Federal Court: Kids Wearing American Flag T-Shirts Must Take Them Off, Because People Threatened to Beat Them Up If They Didn’t
Just wait. That’s not the best part.
THE RULING: Kids wearing American flag T-shirts in school can be forced to take them off, because Mexican students threatened to beat them up if they didn’t. Meanwhile, kids wearing Mexican flag T-shirts are allowed to keep them on. Why? Because, silly! Nobody threatened to beat them up!
I’m not making it up:
[O]n Cinco de Mayo 2010, a group of Caucasian students, including the students bringing this appeal, wore American flag shirts to school. A female student approached M.D. that morning, motioned to his shirt, and asked, “Why are you wearing that? Do you not like Mexicans[?]” D.G. and D.M. were also confronted about their clothing before “brunch break.”
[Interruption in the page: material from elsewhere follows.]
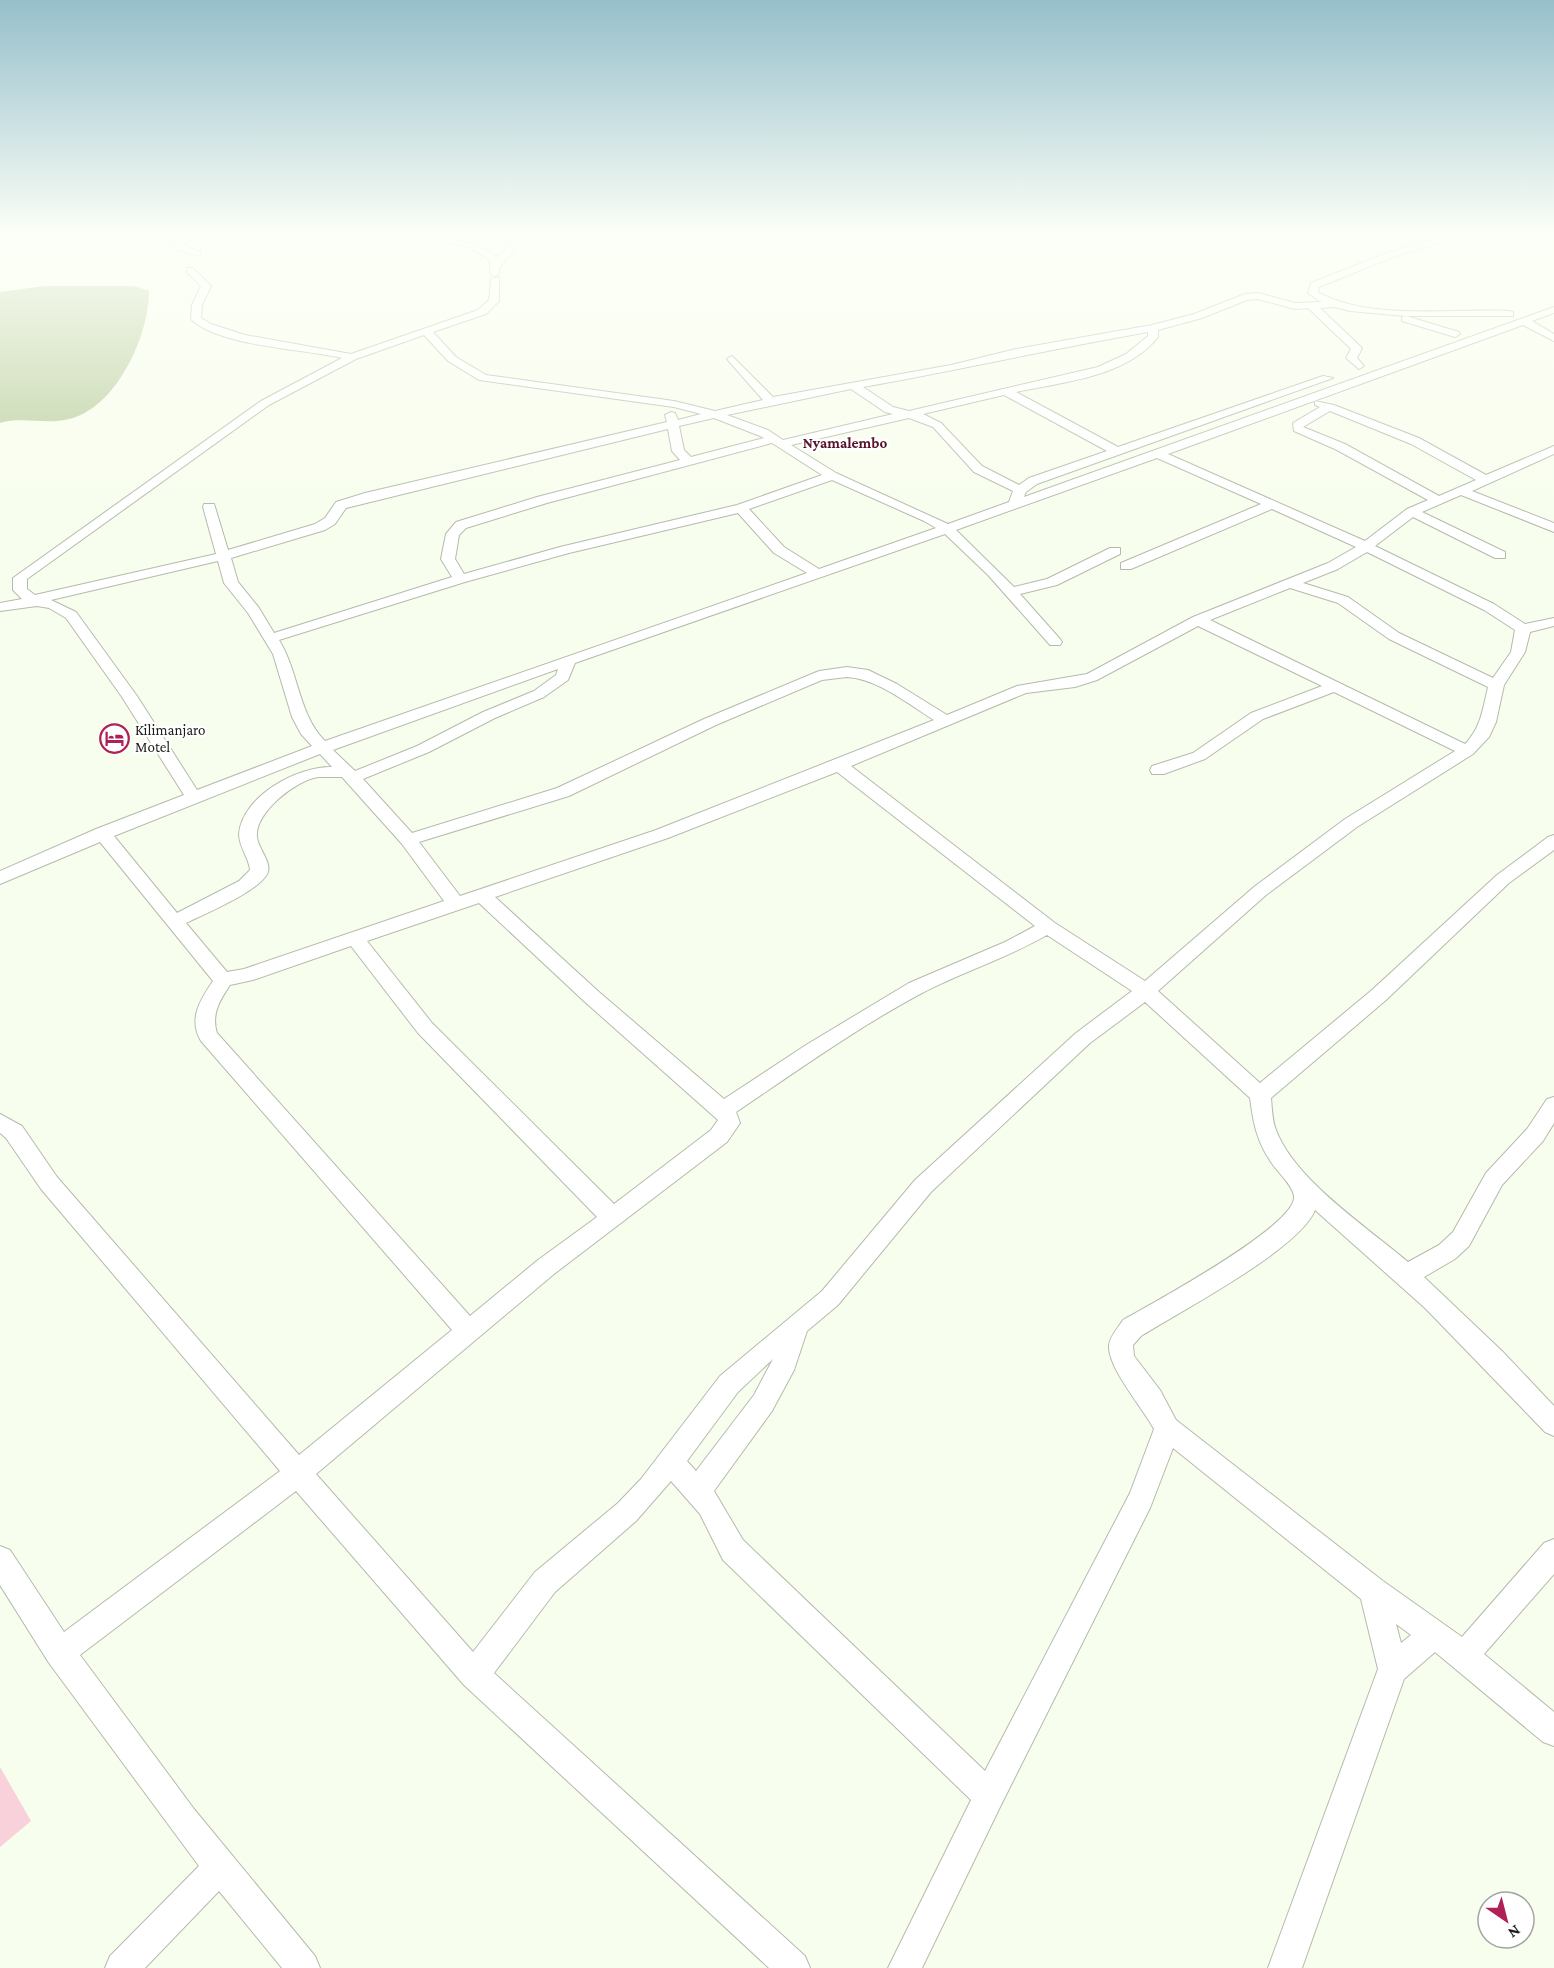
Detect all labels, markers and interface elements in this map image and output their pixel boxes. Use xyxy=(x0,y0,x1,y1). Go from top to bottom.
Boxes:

*6 As Rodriguez was leaving his office before brunch break, a Caucasian student approached him, and said, “You may want to go out to the quad area. There might be some—there might be some issues.” During the break, another student called Rodriguez over to a group of Mexican students, said that she was concerned about a group of students wearing the American flag, and said that “there might be problems.” Rodriguez understood her to mean that there might be a physical altercation. A group of Mexican students asked Rodriguez why the Caucasian students “get to wear their flag out when we [sic] don’t get to wear our [sic] flag?”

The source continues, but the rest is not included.